[DATASET EXCERPTS]

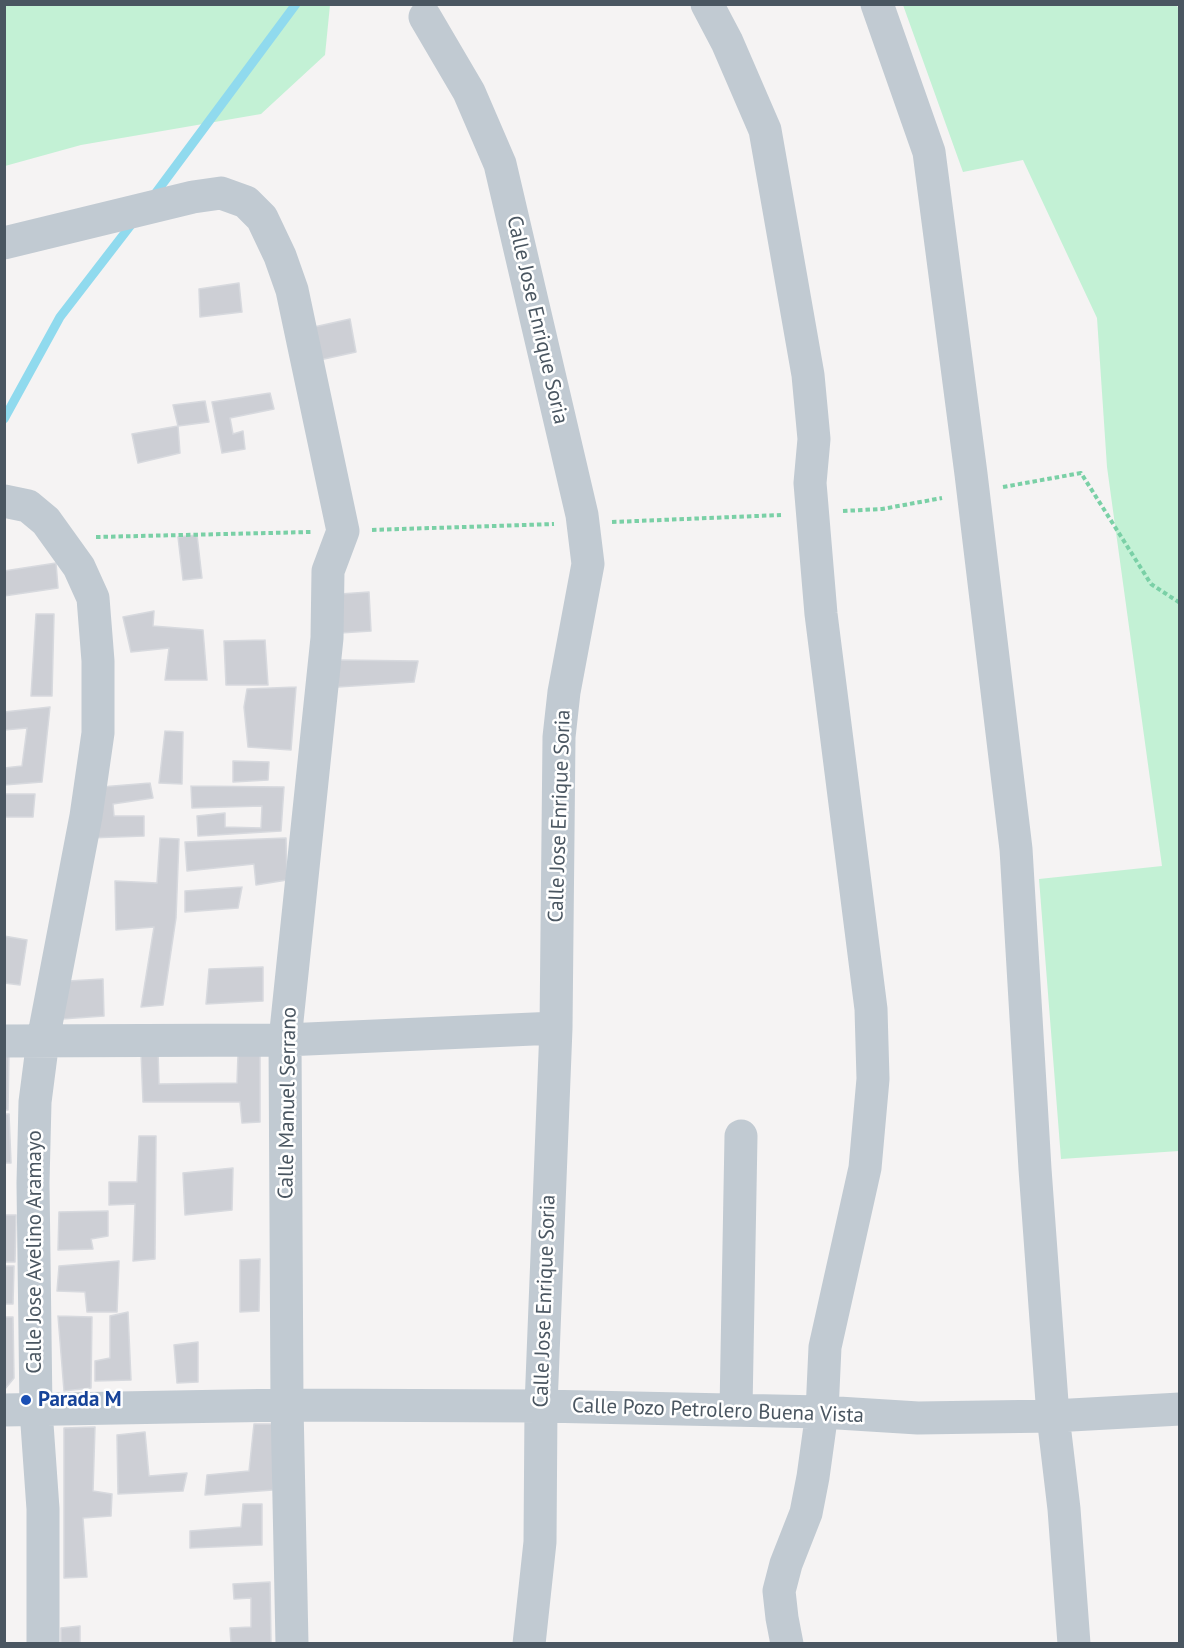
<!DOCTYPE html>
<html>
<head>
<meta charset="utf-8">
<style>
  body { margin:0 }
  #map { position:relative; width:1184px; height:1648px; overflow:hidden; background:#f5f3f3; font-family:"PT Sans",sans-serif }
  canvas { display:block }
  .frame { position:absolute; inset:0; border:6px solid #4a5661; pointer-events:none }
</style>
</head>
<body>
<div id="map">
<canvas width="1184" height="1648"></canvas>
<div class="frame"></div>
</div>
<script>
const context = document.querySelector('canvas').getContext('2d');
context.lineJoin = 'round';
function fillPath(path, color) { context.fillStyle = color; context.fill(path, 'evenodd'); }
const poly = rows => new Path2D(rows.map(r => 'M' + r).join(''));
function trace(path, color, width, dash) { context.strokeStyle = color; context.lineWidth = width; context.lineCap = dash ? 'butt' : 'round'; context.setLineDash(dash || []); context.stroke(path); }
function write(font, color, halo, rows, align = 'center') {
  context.font = font + ' "PT Sans",sans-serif'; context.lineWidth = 5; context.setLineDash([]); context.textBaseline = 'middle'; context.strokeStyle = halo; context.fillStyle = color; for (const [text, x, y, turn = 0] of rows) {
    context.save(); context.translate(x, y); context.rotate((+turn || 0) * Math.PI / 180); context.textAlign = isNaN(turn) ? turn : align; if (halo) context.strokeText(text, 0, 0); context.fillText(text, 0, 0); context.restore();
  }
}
const green = poly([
  [5,4,330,4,330,5,325,55,261,114,81,145,5,166],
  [1176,5,1180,10,1179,1151,1061,1159,1039,879,1162,866,1107,467,1097,318,1023,160,963,172,903,5]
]);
const stream = poly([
  [152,198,296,4],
  [4,419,60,317,134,221]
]);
const building = poly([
  [239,283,242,312,200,317,199,289,239,283],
  [350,319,356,352,315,361,305,329,350,319],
  [270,393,274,409,230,418,233,434,243,431,245,449,222,453,212,402,270,393],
  [205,401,209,422,178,426,173,405,205,401],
  [178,426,180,453,138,463,132,434,178,426],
  [197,535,202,578,183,580,178,537,197,535],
  [56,563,58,588,4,596,4,571,56,563],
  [369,592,371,631,340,633,340,594,369,592],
  [154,611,153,626,203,630,207,680,165,680,169,648,131,652,123,617,154,611],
  [36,614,54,614,52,696,31,696,36,614],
  [265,640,268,685,226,685,224,641,265,640],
  [338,660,418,661,414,682,338,687,338,660],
  [296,687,291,750,248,747,244,707,247,689,296,687],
  [50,707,42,782,4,785,4,768,22,766,27,728,4,730,4,712,50,707],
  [165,731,183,732,182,784,159,783,165,731],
  [233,761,269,762,268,780,233,782,233,761],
  [150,783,153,798,113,804,114,816,144,816,144,836,88,838,89,788,150,783],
  [191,786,284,787,281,831,198,836,197,816,225,813,225,827,261,828,262,806,192,808,191,786],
  [4,794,35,794,33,817,4,817,4,794],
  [160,838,179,839,176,918,163,1005,141,1007,154,927,116,930,115,881,157,883,160,838],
  [286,838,287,880,256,885,254,864,187,871,185,842,286,838],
  [242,887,238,908,185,912,185,891,242,887],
  [4,936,27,940,20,985,4,983,4,936],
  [263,967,263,1001,206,1004,209,969,263,967],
  [103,979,104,1016,62,1019,68,981,103,979],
  [158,1050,159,1084,237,1083,238,1054,260,1053,260,1122,242,1123,240,1102,143,1102,141,1052,158,1050],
  [4,1052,9,1052,8,1110,4,1110,4,1052],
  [4,1114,9,1114,11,1163,4,1163,4,1114],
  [139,1136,156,1136,155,1259,133,1261,135,1204,109,1205,109,1182,137,1182,139,1136],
  [233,1168,232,1210,185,1215,183,1173,233,1168],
  [108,1211,108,1236,91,1239,93,1249,58,1250,59,1212,108,1211],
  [4,1215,16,1215,15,1262,4,1262,4,1215],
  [260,1259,259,1311,240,1312,240,1260,260,1259],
  [119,1261,117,1312,87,1312,85,1292,57,1291,59,1266,119,1261],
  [4,1266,14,1266,13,1304,4,1304,4,1266],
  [128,1312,131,1380,95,1381,95,1361,110,1358,110,1316,128,1312],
  [58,1316,92,1317,91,1388,64,1391,58,1316],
  [4,1317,13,1317,14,1378,5,1389,4,1317],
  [198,1342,198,1382,177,1383,174,1345,198,1342],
  [254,1424,273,1424,273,1490,205,1495,207,1475,249,1471,254,1424],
  [95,1427,93,1491,112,1494,111,1516,83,1518,87,1577,64,1578,64,1428,95,1427],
  [145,1432,149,1476,187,1473,183,1491,118,1494,117,1435,145,1432],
  [243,1504,262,1504,262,1545,190,1548,190,1531,241,1527,243,1504],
  [270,1582,271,1644,231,1644,230,1628,251,1627,251,1598,234,1599,233,1584,270,1582],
  [80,1626,80,1644,61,1644,61,1628,80,1626]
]);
const path = poly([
  [1003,487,1081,473,1151,584,1180,603],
  [843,511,882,509,942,498],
  [612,522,781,515],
  [372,530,554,524],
  [96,537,311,532]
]);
const minor = poly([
  [707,4,727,42,765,130,808,375,814,439,810,483,821,614,871,1009,873,1079,865,1168,825,1347,822,1412,813,1477,806,1513,786,1564,779,1591,782,1618,787,1644],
  [877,4,929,152,971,474,1016,849,1035,1169,1053,1416,1064,1509,1074,1644],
  [425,17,469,92,500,164,582,515,588,564,564,692,559,737,556,1028,541,1406,540,1542,529,1644],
  [4,243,193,197,221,193,246,202,262,218,280,256,292,290,343,531,328,571,327,638,285,1040,287,1405,292,1644],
  [4,501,28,506,46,521,79,567,93,598,98,661,98,733,86,816,43,1040,35,1102,33,1183,36,1410,43,1509,43,1644],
  [4,1041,285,1040,556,1028],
  [736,1409,741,1136],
  [4,1410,287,1405,541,1406,822,1412,918,1418,1053,1416,1180,1409]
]);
const markers = [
  [26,1400,6,"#1a4fb4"]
];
const streetNames = [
  ["Calle Jose Enrique Soria",537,320,77],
  ["Calle Jose Enrique Soria",560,816,-88],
  ["Calle Manuel Serrano",288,1103,-89],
  ["Calle Jose Avelino Aramayo",35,1252,-90],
  ["Calle Jose Enrique Soria",545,1301,-88],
  ["Calle Pozo Petrolero Buena Vista",718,1411,2]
];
const transitNames = [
  ["Parada M",38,1400]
];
fillPath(green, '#c3f1d5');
trace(stream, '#90daee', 9);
fillPath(building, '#cdcfd5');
trace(building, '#d7d9de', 1.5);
trace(path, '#7ad0a6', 4, [4.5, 3]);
trace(minor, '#c1cad2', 33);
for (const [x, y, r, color] of markers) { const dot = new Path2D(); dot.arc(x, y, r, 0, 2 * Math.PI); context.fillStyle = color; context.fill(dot); trace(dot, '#fff', 2); }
write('21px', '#4a5661', '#fff', streetNames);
write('bold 21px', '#164399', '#fff', transitNames, 'left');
</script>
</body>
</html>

[/DATASET EXCERPTS]

Please give back exactly the lines from the first line of the records above through the line containing "const poly = rows", only those and both included, with the pictures removed.

<!DOCTYPE html>
<html>
<head>
<meta charset="utf-8">
<style>
  body { margin:0 }
  #map { position:relative; width:1184px; height:1648px; overflow:hidden; background:#f5f3f3; font-family:"PT Sans",sans-serif }
  canvas { display:block }
  .frame { position:absolute; inset:0; border:6px solid #4a5661; pointer-events:none }
</style>
</head>
<body>
<div id="map">
<canvas width="1184" height="1648"></canvas>
<div class="frame"></div>
</div>
<script>
const context = document.querySelector('canvas').getContext('2d');
context.lineJoin = 'round';
function fillPath(path, color) { context.fillStyle = color; context.fill(path, 'evenodd'); }
const poly = rows => new Path2D(rows.map(r => 'M' + r).join(''));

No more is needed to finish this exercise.